Smart girls are dangerous. They analyze things. They ask difficult questions. They blow the class curve. They reap the barbed comments of fellow classmates who are jealous or who feel stupid.

Being a smart girl is kind of like being the tubby, uncoordinated kid who is always chosen last for gym-class relays (yep, I was that kid, too) - people aren't generally out-right mean about the fact that you're "different," but they keep a little distance between themselves and you. Like you might be contagious.

Hannah Anderson, in her article How Brainy Women Benefit the Church, wrote this:

"Our cultural tendency to associate intelligence with gender affects more than a woman's education and future work. It also affects how she views herself and often prompts her to ask: 'If people tend to see intelligence as a male trait, does being smart mean that I'm somehow less feminine than my peers?'"

As a girl, I developed coping mechanisms to hide my disorder. I was naturally quiet, but I became even quieter - talk much at all, and people will figure out you're smart. I created a "ditzy girl" persona for social situations - much more fun on dates and at parties than a smart girl. I did truly stupid things - things no girl with half a brain would ever do.

In response to my comment during the conversation mentioned at the beginning of this post, one man at the table replied that he had never personally encountered the kind of negative bias I described. He thought accounts of such bias were untrue or exaggerated, because his experience had been quite the opposite.

He explained how when he was a young woman attending college (I am being totally tongue-in-cheek here), intelligence in females was encouraged and admired, not only by professors, but by classmates as well. Even within the church, he was invited into significant dialogue and his input was respected and thoughtfully considered. Being smart in no way caused him to question his femininity.

Perhaps my friend never experienced the kind of subtle and not-so-subtle cultural bias I encountered because he was not actually a woman.

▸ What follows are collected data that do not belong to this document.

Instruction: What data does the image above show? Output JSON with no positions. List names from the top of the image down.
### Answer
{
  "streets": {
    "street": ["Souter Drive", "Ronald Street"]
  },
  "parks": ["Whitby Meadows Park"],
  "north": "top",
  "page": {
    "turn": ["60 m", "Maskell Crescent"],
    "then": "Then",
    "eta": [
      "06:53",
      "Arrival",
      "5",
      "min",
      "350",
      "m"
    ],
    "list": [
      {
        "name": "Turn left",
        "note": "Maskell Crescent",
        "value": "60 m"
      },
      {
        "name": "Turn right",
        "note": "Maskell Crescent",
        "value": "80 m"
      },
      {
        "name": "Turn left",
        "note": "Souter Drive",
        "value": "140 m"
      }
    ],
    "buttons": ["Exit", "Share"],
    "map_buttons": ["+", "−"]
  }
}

It saddens me that, without thought or hesitation, this man completely dismissed what one woman had personally experienced as a woman.

Do you see the irony?

* * *

I want to be the woman God created me to be. I want to be a fully-female, uniquely feminine image bearer. With a brain.

God makes men and women who are musically gifted. He makes men and women who have keen minds for business and organization. He gives people of both genders the gift of great empathy, or of giving, or of service. Is it possible for both to also be brainy?

Later in the same article, Anderson concludes: "More than simply allowing for a category of the intelligent female, the Scriptures actively encourage women to develop their mental capacities. Just as much as men, women are called to love God with all their hearts, souls, and minds...It's taken me years, but I finally understand that nothing about my womanhood is at odds with my mind."

I am thankful for the brave, vigorous, intelligent women in my life who have demonstrated that it is possible to be both brainy and womanly. I am thankful for godly women who have taught me that intelligence is not something I need to learn to cope with, but something I need to develop and to invest in kingdom work.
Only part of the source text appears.